Nashville and Memphis children’s hospitals growing
When Memphis’ new Le Bonheur Children’s Medical Center opens next month it is expecting to set an example for the rest of the country.The 255-bed, $340 million facility will incorporate new technology like a special MRI machine that provides high-resolution images before, during and after surgery without patients having to be moved.
Other amenities are not so high-tech, but possibly just as important.
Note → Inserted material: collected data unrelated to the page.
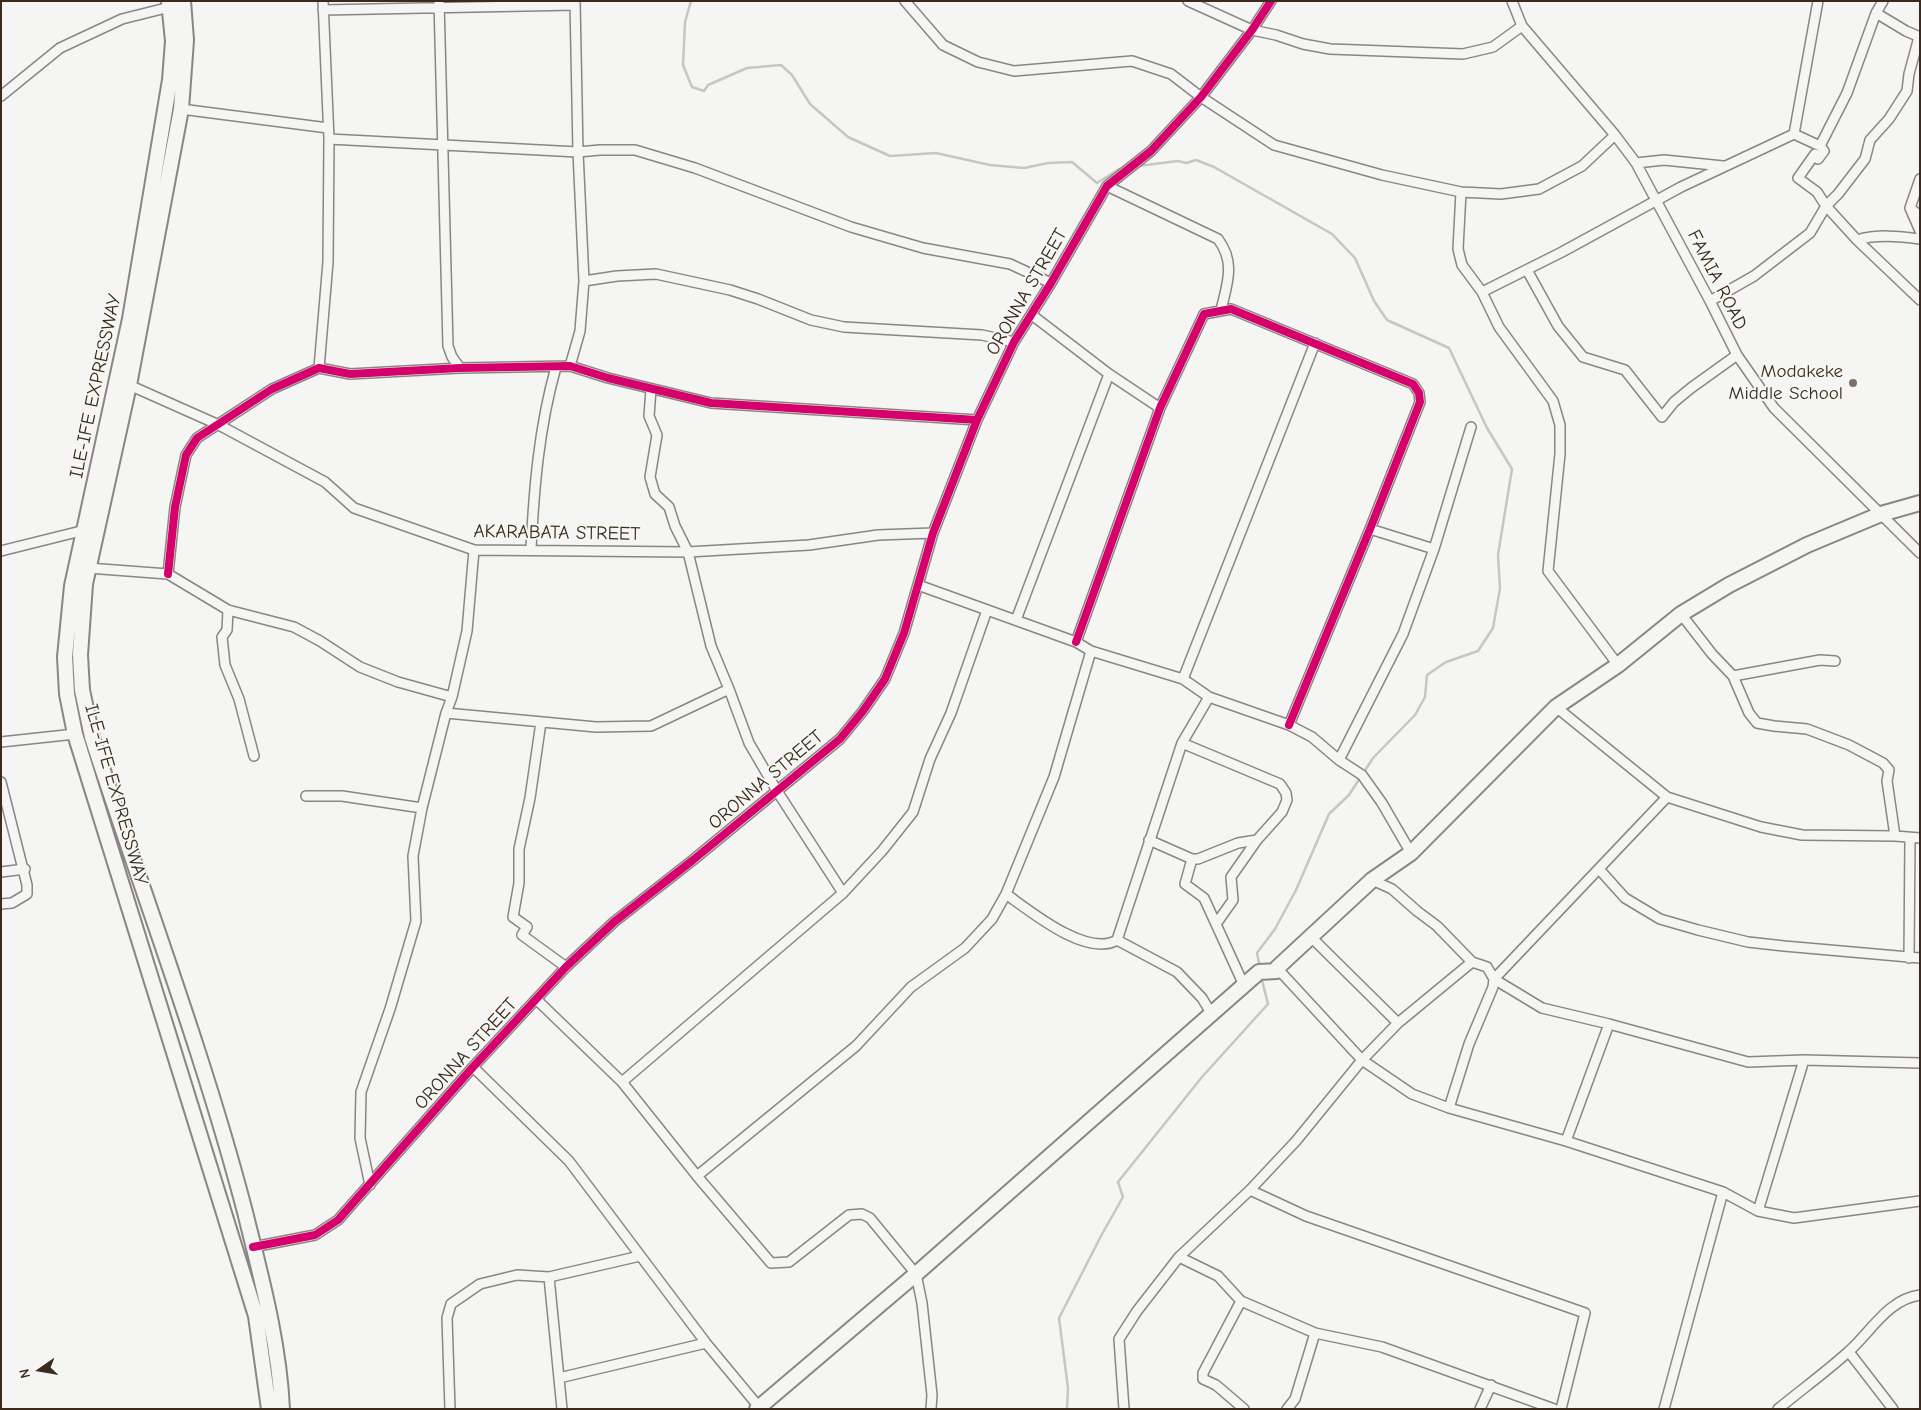 <!DOCTYPE html>
<style>
body{margin:0}
#map{position:relative;width:1921px;height:1410px;overflow:hidden;background:#f5f5f3;font-family:"Comic Neue",sans-serif}
canvas{display:block}
.frame{position:absolute;inset:0;border:2px solid #3b2a1e;pointer-events:none}
.north{position:absolute;left:15px;top:1345px;width:50px;height:50px;-webkit-text-stroke:4px #f6f6f2;paint-order:stroke;rotate:257deg;font-size:14px;font-weight:700;line-height:20px;text-align:center;color:#3b2a1e}
.north::after{content:'';display:block;margin:auto;width:18px;height:22px;background:#3b2a1e;clip-path:polygon(50% 0,100% 100%,50% 72%,0 100%)}
</style>
<div id="map">
<canvas width="1921" height="1410"></canvas>
<div class="frame"></div>
<div class="north">N</div>
</div>
<script>
const c = document.querySelector('canvas').getContext('2d');
c.lineJoin = 'round';
function trace(path, color, width, dash) { c.strokeStyle = color; c.lineWidth = width; c.lineCap = dash ? 'butt' : 'round'; c.setLineDash(dash || []); c.stroke(path); }
function write(font, color, halo, rows, align = 'center') {
  c.font = font + ' "Comic Neue",sans-serif'; c.lineWidth = 4; c.setLineDash([]); c.textBaseline = 'middle'; c.strokeStyle = halo; c.fillStyle = color; for (const [text, x, y, turn = 0] of rows) {
    c.save(); c.translate(x, y); c.rotate((+turn || 0) * Math.PI / 180); c.textAlign = isNaN(turn) ? turn : align; if (halo) c.strokeText(text, 0, 0); c.fillText(text, 0, 0); c.restore();
  }
}
const stream = new Path2D(`
 M691,1L685,22L683,65L692,87L704,91L708,85L747,68L781,65L792,75L810,104L848,137L890,156L936,153L990,165L1024,168L1048,163L1072,162L1097,183L1119,169L1125,168
 M1138,166L1178,161L1186,163L1196,160L1214,167L1332,234L1355,258L1374,301L1387,320L1449,348L1487,428L1512,469L1498,555L1500,588L1493,628L1478,651L1446,662L1427,675L1425,697L1415,715L1373,758L1349,795L1329,814L1296,890L1275,929L1257,953L1260,968
 M1067,1409L1068,1388L1059,1318L1101,1236L1123,1197L1118,1182L1202,1077L1268,1004L1261,976`);
const street = new Path2D(`
 M439,1L448,346L452,357L460,368
 M905,1L943,45L978,62L1014,71L1132,61L1171,74L1201,97L1274,145L1382,175L1461,192L1501,194L1539,189L1582,166L1615,135
 M1188,1L1252,30L1276,35L1303,44L1330,49L1463,54L1493,47L1522,26
 M1512,1L1522,26L1615,135L1636,163L1710,301L1737,355L1774,408L1920,553
 M323,10L575,5
 M1876,13L1906,31L1920,37
 M1,96L60,48L122,19L174,6
 M181,109L328,128
 M1794,134L1820,146L1847,93L1876,13L1883,1
 M329,139L578,152L600,150H635L695,168L851,227L923,248L1010,264L1051,283
 M1820,146L1824,151L1818,159L1815,154L1798,178L1817,192L1826,206L1857,240L1920,300
 M1636,163L1664,160L1723,166
 M1107,186L1218,239C1236,263 1227,284 1221,310
 M1461,192L1458,249L1462,265L1482,292L1499,327L1553,401L1560,425V454L1548,571L1618,665
 M1910,208L1920,179
 M1920,216L1910,208L1920,231
 M1857,240C1877,234 1899,236 1920,239
 M1527,270L1558,326L1583,357L1625,370L1662,417L1674,402L1691,388L1737,355
 M584,281L617,276L656,274L730,290L758,299L811,320L844,327L982,335L1014,342
 M1482,292L1562,252L1681,187L1794,134L1818,1
 M1710,301L1754,276L1810,233L1826,206L1838,194L1865,159L1870,140L1889,119L1907,91L1909,74L1919,37
 M1032,315L1109,374L1160,408
 M570,366L580,331L584,281L578,152L575,1
 M319,368L328,262L329,139L323,1
 M129,385L219,425L325,482L354,508L474,550L688,552L809,545L878,535L933,533
 M651,389L649,416L657,435L650,477L655,494L669,507L675,526L688,552L711,646L729,689L749,743L777,791L843,893
 M531,549C534,488 539,427 556,367
 M1434,549L1471,427
 M1,551L85,530
 M88,568L168,574L228,610L294,627L320,641L360,667L398,682L452,697
 M168,574L175,507L186,455L197,438L272,389L319,368L350,374L460,368L570,366L608,378L711,403L977,420
 M918,585L1076,642L1091,651L1183,679L1209,697L1289,725L1312,737L1339,760L1362,775L1382,803L1411,853
 M228,610L227,630L222,637L225,665L239,699L254,756
 M1681,614L1712,654L1733,676L1749,713L1757,723L1774,726L1807,729L1849,745L1883,763L1889,770L1887,781L1895,836
 M1016,620L1109,374
 M1076,642L1160,408L1204,314L1231,309L1413,384L1419,393L1420,402L1370,529L1289,725
 M1733,676L1820,660L1835,661
 M1183,679L1315,343
 M1556,707L1667,797L1761,827L1802,835L1895,836L1920,838
 M446,713L596,727L651,726L729,689
 M541,722L530,798L519,849V883L513,917L527,927L522,935L566,967
 M1,742L75,734
 M1182,743L1280,784L1286,793L1287,800L1282,812L1257,840L1231,877L1233,900L1216,924
 M1339,760L1403,634L1434,549L1370,529
 M1,782L27,885V894L12,903L1,904
 M306,796H342L422,808
 M1149,840L1192,859L1185,884L1204,898L1242,981L1247,982
 M1192,859H1198L1238,843L1257,840
 M1599,869L1625,898L1660,919L1698,930L1748,942L1784,946L1920,958
 M1,872L25,869
 M1372,880L1392,889L1417,911L1437,926L1472,962L1487,967L1494,979L1542,1008L1609,1024L1748,1062L1804,1060L1920,1063
 M1006,894C1030,911 1087,958 1117,940L1182,743L1209,697
 M1311,937L1398,1023
 M1117,940L1177,972L1202,998L1211,1013
 M1909,958L1910,838
 M1277,968L1362,1060L1412,1094L1449,1108L1566,1141L1723,1192L1758,1211L1794,1218L1920,1201
 M537,1000L622,1082L697,1176L771,1263L789,1262L849,1215L862,1214L870,1218L916,1274L922,1303L932,1395L931,1409
 M473,1067L569,1161L706,1343L759,1407
 M622,1082L843,893L882,851L913,812L930,759L951,713L987,610
 M1449,1108L1469,1044L1493,987L1494,979L1667,797
 M1566,1141L1609,1024
 M697,1176L856,1046L911,987L965,948L992,919L1006,894L1054,777L1091,651
 M370,1185L360,1138L361,1092L390,1009L416,921L413,856L422,808L446,713L452,697L467,631L474,550
 M1250,1190L1306,1216L1585,1313L1561,1409
 M1758,1211L1804,1060
 M253,1247L315,1235L338,1220L473,1067L566,967L614,922L693,860L840,739L863,711L885,679L904,633L933,533L977,420L1014,342L1051,283L1107,186L1151,151L1201,97L1252,30L1271,1
 M1179,1257L1218,1276L1241,1301L1315,1333L1382,1347L1554,1409
 M549,1277L562,1409
 M1241,1301L1203,1373V1379L1216,1385L1244,1409
 M1849,1352L1893,1409
 M559,1378L706,1343
 M450,1409L447,1318L451,1304L480,1284L517,1275L549,1277L640,1256
 M1124,1409L1119,1339L1137,1311L1179,1257L1250,1190L1296,1141L1362,1060L1398,1023L1472,962
 M1287,1409L1295,1399L1315,1333
 M1480,1409L1491,1385
 M1664,1409L1723,1192
 M1778,1409C1801,1390 1826,1372 1848,1352C1870,1333 1888,1299 1920,1295`);
const primary = new Path2D(`
 M169,1L173,41L170,80L130,319L72,586L65,657L67,694L75,734L256,1316L269,1409
 M183,1L186,40L181,109L129,385L85,584L80,655L82,690L92,737C143,895 203,1051 245,1212C261,1277 279,1342 282,1409
 M757,1409L916,1274L1259,972L1277,971V968L1372,880L1411,853L1556,707L1618,665L1681,614L1729,585L1807,545L1881,514L1920,503`);
const cycleway = new Path2D(`
 M168,574L175,507L186,455L197,438L272,389L319,368L350,374L460,368L570,366L608,378L711,403L977,420
 M1076,642L1160,408L1204,314L1231,309L1413,384L1419,393L1420,402L1370,529L1289,725
 M253,1247L315,1235L338,1220L473,1067L566,967L614,922L693,860L840,739L863,711L885,679L904,633L933,533L977,420L1014,342L1051,283L1107,186L1151,151L1201,97L1252,30L1271,1`);
const markers = [
 [1853,383,5,"#7c7169"]
];
const streetNames = [
 ["FAMIA ROAD",1717,280,63],
 ["ORONNA STREET",1027,292,-60],
 ["ILE-IFE EXPRESSWAY",96,386,-78],
 ["AKARABATA STREET",557,533,1],
 ["ORONNA STREET",766,780,-40],
 ["ILE-IFE EXPRESSWAY",116,795,74],
 ["ORONNA STREET",466,1054,-48]
];
const poiNames = [
 ["Modakeke",1843,372],
 ["Middle School",1843,394]
];
trace(stream, '#c9c5bf', 2.5);
trace(street, '#8a8683', 12);
trace(primary, '#8a8683', 18);
trace(street, '#f5f5f3', 9);
trace(primary, '#f5f5f3', 14);
trace(cycleway, '#d6006c', 8);
for (const [x, y, r, color] of markers) { const dot = new Path2D(); dot.arc(x, y, r, 0, 2 * Math.PI); c.fillStyle = color; c.fill(dot); trace(dot, '#f6f6f2', 2); }
write('19px', '#3b2a1e', '#f6f6f2', streetNames);
write('19px', '#3b2a1e', '#f6f6f2', poiNames, 'right');
</script>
All rooms will have sleeping accommodations for up to two family members, there will be family rooms on every floor and a family resource center will let parents use computers to catch up on business or research their child’s illness with the assistance of an educator.
The hospital will also be filled with art, including a kinetic sculpture by Yvonne Bobo that will have flowers that move in the breeze, butterflies that flap their wings and a lily pad that opens and closes with a frog on it.
And the facility is built to meet some of the highest environmental standards. It includes chillers that are designed so that when the outside temperature reaches 50 degrees, the facility’s cooling equipment goes off and outside air is used.
Meanwhile, Nashville’s Monroe Carell Jr. Children’s Hospital at Vanderbilt University is also expanding.
Dr. Jeff Balser, vice chancellor for health affairs and dean of the school of medicine, announced on Friday that the hospital will begin construction in the fall on a 30,000-square-foot addition that will help ease the bed crunch there. That is the first part of an expansion that was delayed in 2008 when the recession put a halt to all new construction at Vanderbilt.
On average, the pediatric hospital is operating at about 91 percent capacity, well above the 80 percent desired to accommodate spikes in visits and admissions caused by illnesses like the swine flu.
The addition will stand five stories tall and add 33 beds to the hospital’s more than 350 beds. It is just part of a planned 340,000-square-foot annex that was envisioned to add at least 72 beds, multiple operating rooms and about 20 labor and delivery rooms.
The new building is expected to cost $30 million while an additional $20 million will go toward research, recruiting and expanding care in premature births, childhood heart disease and childhood cancer. Vanderbilt estimates that the cost to complete the entire annex will be about $250 million.